C’est une mesure alternative aux poursuites, qui a pour effet d’éteindre l’action publique si la personne morale exécute certaines obligations, notamment le versement d’une amende d’intérêt public à l’Etat (dont le montant ne peut excéder 30% du chiffre d’affaires annuel) ; la mise en œuvre d’un programme de conformité et d’un plan de vigilance, sous contrôle de l’Agence française anticorruption pour une durée maximale de 3 ans ; ou encore la réparation du dommage de la victime.
La CJIP est notamment applicable pour les faits de corruption, trafic d’influence, fraude fiscale, blanchiment de fraude fiscale, ou tout autre infraction connexe ; pourtant, les récentes conventions signées avec le parquet financier de Paris ont permis d’apporter un éclairage intéressant sur l’application de l’article 41-1-2.

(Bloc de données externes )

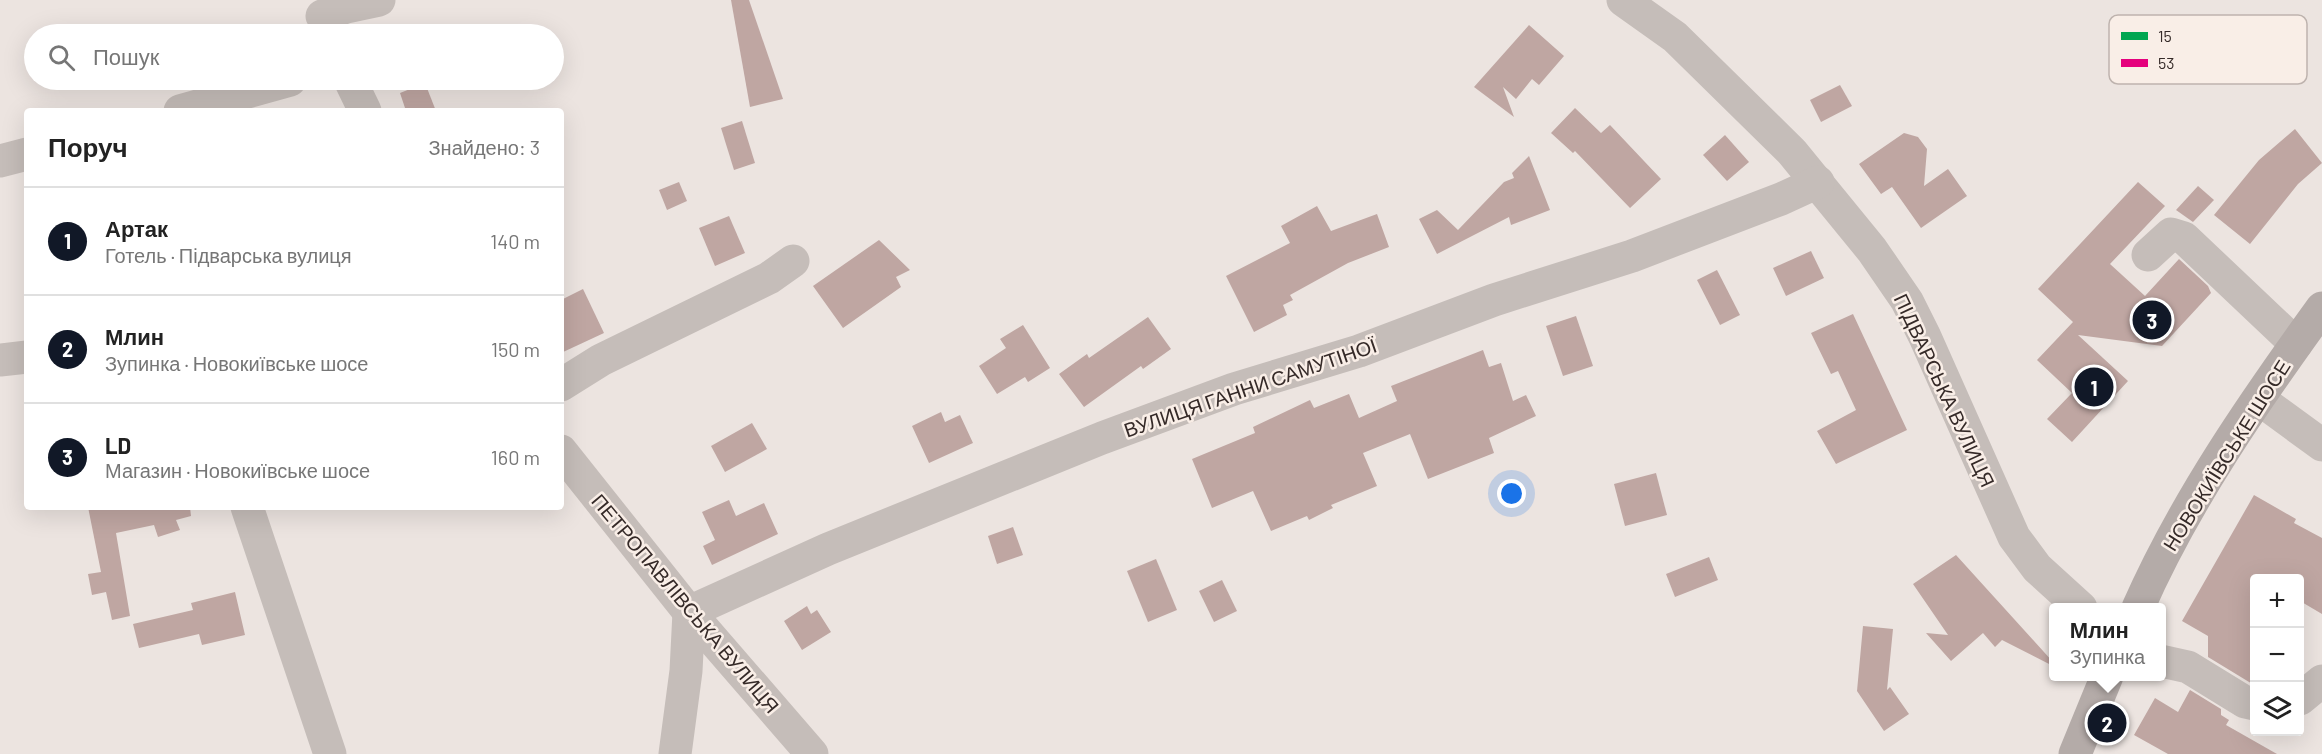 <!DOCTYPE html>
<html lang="uk">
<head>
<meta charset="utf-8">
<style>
	body { margin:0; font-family:Barlow,sans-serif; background:#f2f2f2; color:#222 }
	.controls { position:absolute; right:18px; bottom:18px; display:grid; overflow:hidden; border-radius:6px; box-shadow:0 6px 24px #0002 }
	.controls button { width:54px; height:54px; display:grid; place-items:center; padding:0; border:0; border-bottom:2px solid #e0e0e0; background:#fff; color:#222; font:30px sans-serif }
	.you { position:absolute; left:1512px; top:494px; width:21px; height:21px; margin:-15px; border:4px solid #fff; border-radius:50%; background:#1a73e8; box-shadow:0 0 0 9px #1a73e833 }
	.badge { display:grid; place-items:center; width:39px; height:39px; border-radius:50%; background:#111827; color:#fff; font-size:20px; font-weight:700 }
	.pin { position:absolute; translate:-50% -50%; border:3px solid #fff; box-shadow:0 2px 6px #0006 }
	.popup { position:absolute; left:2049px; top:603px; width:117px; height:78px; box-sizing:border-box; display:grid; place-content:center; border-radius:6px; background:#fff; filter:drop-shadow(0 2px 4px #0005); font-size:20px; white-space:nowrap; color:#767676 }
	.popup b { font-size:22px; color:#222 }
	.popup::after { content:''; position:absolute; left:50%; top:100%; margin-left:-12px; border:12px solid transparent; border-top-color:#fff }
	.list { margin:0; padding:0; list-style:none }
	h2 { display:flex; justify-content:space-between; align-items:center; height:78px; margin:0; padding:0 24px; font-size:26px }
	h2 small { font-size:20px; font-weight:400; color:#767676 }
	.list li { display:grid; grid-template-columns:39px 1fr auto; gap:18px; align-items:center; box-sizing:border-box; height:108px; padding:0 24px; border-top:2px solid #e0e0e0 }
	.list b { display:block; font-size:22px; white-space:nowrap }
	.list p { margin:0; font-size:20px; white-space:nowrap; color:#767676 }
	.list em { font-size:20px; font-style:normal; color:#767676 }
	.icon { flex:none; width:33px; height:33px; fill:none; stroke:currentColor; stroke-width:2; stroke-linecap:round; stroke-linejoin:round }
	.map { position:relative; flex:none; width:2322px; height:754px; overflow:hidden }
	.search { position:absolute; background:#fff; box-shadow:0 6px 24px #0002; left:24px; top:24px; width:540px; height:66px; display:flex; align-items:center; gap:15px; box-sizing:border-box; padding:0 21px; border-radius:33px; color:#767676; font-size:22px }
	.panel { position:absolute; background:#fff; box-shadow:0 6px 24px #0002; left:24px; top:108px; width:540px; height:402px; border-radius:6px }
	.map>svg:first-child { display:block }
	.building { fill:#bfa6a2 }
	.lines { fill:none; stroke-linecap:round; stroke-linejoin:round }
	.minor { stroke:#c5bdb9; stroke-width:33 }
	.major { stroke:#b4aba8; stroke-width:33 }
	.labels { text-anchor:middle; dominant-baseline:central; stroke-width:5; stroke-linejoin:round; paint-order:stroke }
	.street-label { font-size:20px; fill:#352a28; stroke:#f9eee7 }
	.key { fill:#f9eee7; stroke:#beb3ae; stroke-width:1.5 }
	.key-label { font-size:16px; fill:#352a28 }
</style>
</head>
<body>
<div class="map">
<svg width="2322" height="754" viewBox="0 0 2322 754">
	<rect width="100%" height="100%" fill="#ece4e0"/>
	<g class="building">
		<path d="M731 0H749L783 99 750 107Z"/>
		<path d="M1529 25 1564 56 1539 85 1532 79 1516 99 1503 87 1514 117 1474 87Z"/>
		<path d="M425 83 436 111H406L400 93Z"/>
		<path d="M1840 85 1852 106 1821 122 1810 100Z"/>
		<path d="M1575 108 1601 133 1610 125 1661 179 1630 208 1575 151 1573 153 1551 133Z"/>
		<path d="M742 121 755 163 734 170 721 128Z"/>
		<path d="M2295 129 2322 163 2298 184 2250 244 2214 215 2259 160Z"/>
		<path d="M1904 133 1918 137 1927 149 1924 186 1948 169 1967 196 1921 228 1892 187 1881 194 1859 164Z"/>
		<path d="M1725 135 1749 162 1727 181 1703 155Z"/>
		<path d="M1529 156 1550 210 1511 225 1509 217 1437 254 1419 219 1437 210 1458 230 1504 182 1514 178 1512 173Z"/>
		<path d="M679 182 687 201 667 210 659 190Z"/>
		<path d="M2138 182 2165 206 2110 264 2145 296 2179 259 2208 286 2211 293 2162 346 2078 335 2128 381 2072 442 2047 419 2072 393 2037 360 2073 322 2038 289Z"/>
		<path d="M2198 186 2214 200 2193 222 2176 210Z"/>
		<path d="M1317 206 1331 231 1377 214 1389 247 1348 263 1290 295 1293 300 1283 305 1287 315 1254 332 1226 276 1290 243 1281 226Z"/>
		<path d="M729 216 745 253 715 266 699 228Z"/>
		<path d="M879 240 910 270 896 277 901 287 843 328 813 286Z"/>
		<path d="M1811 251 1824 278 1786 296 1773 268Z"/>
		<path d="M1717 270 1740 315 1720 325 1697 280Z"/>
		<path d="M583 289 604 333 561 353V300Z"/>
		<path d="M1853 314 1907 430 1836 464 1817 431 1856 410 1838 371 1831 374 1811 333Z"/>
		<path d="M1576 316 1593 366 1563 376 1546 326Z"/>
		<path d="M1148 317 1171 349 1143 369 1141 366 1084 407 1059 374 1087 354 1089 358Z"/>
		<path d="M1023 325 1050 368 1028 382 1025 377 997 394 979 366 1006 348 1000 339Z"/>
		<path d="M1483 350 1489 367 1501 363 1513 401 1526 395 1536 416 1489 438 1494 453 1428 479 1410 434 1363 453 1377 486 1331 505 1333 508 1309 520 1307 516 1271 531 1253 491 1212 508 1192 459 1255 433 1253 427 1310 400 1314 408 1349 394 1359 418 1397 401 1391 386Z"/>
		<path d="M941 412 945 422 960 415 973 443 929 463 912 426Z"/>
		<path d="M752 423 767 449 725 472 711 446Z"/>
		<path d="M1656 473 1667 515 1625 526 1614 484Z"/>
		<path d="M2254 495 2296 519 2294 523 2322 538V614L2300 601V579H2254V685L2208 657V636L2182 621Z"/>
		<path d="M729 500 736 516 764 503 778 534 712 565 703 546 715 540 702 512Z"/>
		<path d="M88 507H190L191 516 176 520 180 530 158 537 154 525 116 533 130 616 112 620 106 592 92 595 88 574 101 572Z"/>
		<path d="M1013 527 1023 555 997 564 988 536Z"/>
		<path d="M1956 555 2053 662V666L2002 640 1995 647 1983 633 1951 661 1926 633 1948 635 1913 584Z"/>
		<path d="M1709 557 1718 580 1675 597 1666 574Z"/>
		<path d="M1156 559 1177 610 1148 622 1127 571Z"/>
		<path d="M1222 580 1237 611 1214 622 1199 591Z"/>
		<path d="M235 592 245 635 202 645 199 634 139 648 133 624 193 610 191 603Z"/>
		<path d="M807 606 811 614 817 610 831 632 802 650 784 621Z"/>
		<path d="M1863 626 1893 629 1887 690 1890 687 1909 714 1884 731 1857 691Z"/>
		<path d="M2190 690 2221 709V715L2229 720 2226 725 2277 754H2168L2134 735 2155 698 2178 712Z"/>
	</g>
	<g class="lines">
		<g class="minor">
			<path d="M1623 0 1675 37 1792 152 1872 250 1907 301 1925 337 2014 537 2037 568 2081 608"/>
			<path d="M322 16 346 7 379 0"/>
			<path d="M350 80 365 111"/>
			<path d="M180 111 290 80"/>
			<path d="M0 161 27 154"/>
			<path d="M2148 255 2171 234 2184 238 2296 344"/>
			<path d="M0 360 27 357"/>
			<path d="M561 385 601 360 769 278 793 261"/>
			<path d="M2259 399 2322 445"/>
			<path d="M561 451 689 612 812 754"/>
			<path d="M247 507 330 754"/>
			<path d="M2161 661 2188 667 2245 702 2254 704"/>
			<path d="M2300 699 2322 681"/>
			<path d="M675 754 686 671 689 612 828 549 1102 438 1234 389 1359 351 1494 300 1632 256 1781 199 1818 182"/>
		</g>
		<g class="major">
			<path d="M2138 608C2185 501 2254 402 2322 308"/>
			<path d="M2075 754 2107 676"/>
		</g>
	</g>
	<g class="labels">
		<g class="street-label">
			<text transform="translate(1250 387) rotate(-19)">ВУЛИЦЯ ГАННИ САМУТІНОЇ</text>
			<text transform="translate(1945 390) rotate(65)">ПІДВАРСЬКА ВУЛИЦЯ</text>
			<text transform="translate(2226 455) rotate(-58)">НОВОКИЇВСЬКЕ ШОСЕ</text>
			<text transform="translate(686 603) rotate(50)">ПЕТРОПАВЛІВСЬКА ВУЛИЦЯ</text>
		</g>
	</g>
	<rect x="2109" y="15" width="198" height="69" rx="9" class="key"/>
	<rect x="2121" y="32" width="27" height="8" fill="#00a651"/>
	<rect x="2121" y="59" width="27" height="8" fill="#e5007d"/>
	<g class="key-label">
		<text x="2158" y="42">15</text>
		<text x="2158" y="69">53</text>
	</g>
</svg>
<div class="controls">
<button>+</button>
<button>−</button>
<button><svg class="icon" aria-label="layers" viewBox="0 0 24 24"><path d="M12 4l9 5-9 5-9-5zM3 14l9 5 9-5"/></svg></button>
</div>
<div class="you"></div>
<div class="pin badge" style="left:2094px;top:387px">1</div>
<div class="pin badge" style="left:2107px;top:723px">2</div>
<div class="popup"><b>Млин</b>Зупинка</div>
<div class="pin badge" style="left:2152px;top:320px">3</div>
<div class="search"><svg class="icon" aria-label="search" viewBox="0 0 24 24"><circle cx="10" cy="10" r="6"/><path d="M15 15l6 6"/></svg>Пошук</div>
<section class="panel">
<h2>Поруч<small>Знайдено: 3</small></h2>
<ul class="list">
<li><span class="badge">1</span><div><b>Артак</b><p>Готель · Підварська вулиця</p></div><em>140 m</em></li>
<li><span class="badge">2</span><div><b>Млин</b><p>Зупинка · Новокиївське шосе</p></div><em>150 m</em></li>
<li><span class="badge">3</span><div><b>LD</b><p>Магазин · Новокиївське шосе</p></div><em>160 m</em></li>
</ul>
</section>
</div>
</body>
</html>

La CJIP signée le 16 juin 2022 par plusieurs sociétés françaises du groupe McDonald’s (McDonald’s France, McDonald’s System of France LLC et MCD Luxembourg Real Estate SARL) marque un précédent en matière de fraude fiscale, puisqu’elle dénote par son montant. Ce n’est certes pas la convention la plus élevée (la société Airbus avait été condamnée en 2020 à plus de 2 milliards d’euros), mais c’est la plus conséquente pour des faits de fraude fiscale, et s’inscrit alors comme un instrument à l’efficacité économique forte – alors même que la banque JP Morgan Chase avait réglé une amende d’intérêt public d’une auteur de 25 millions d’euros en 2021.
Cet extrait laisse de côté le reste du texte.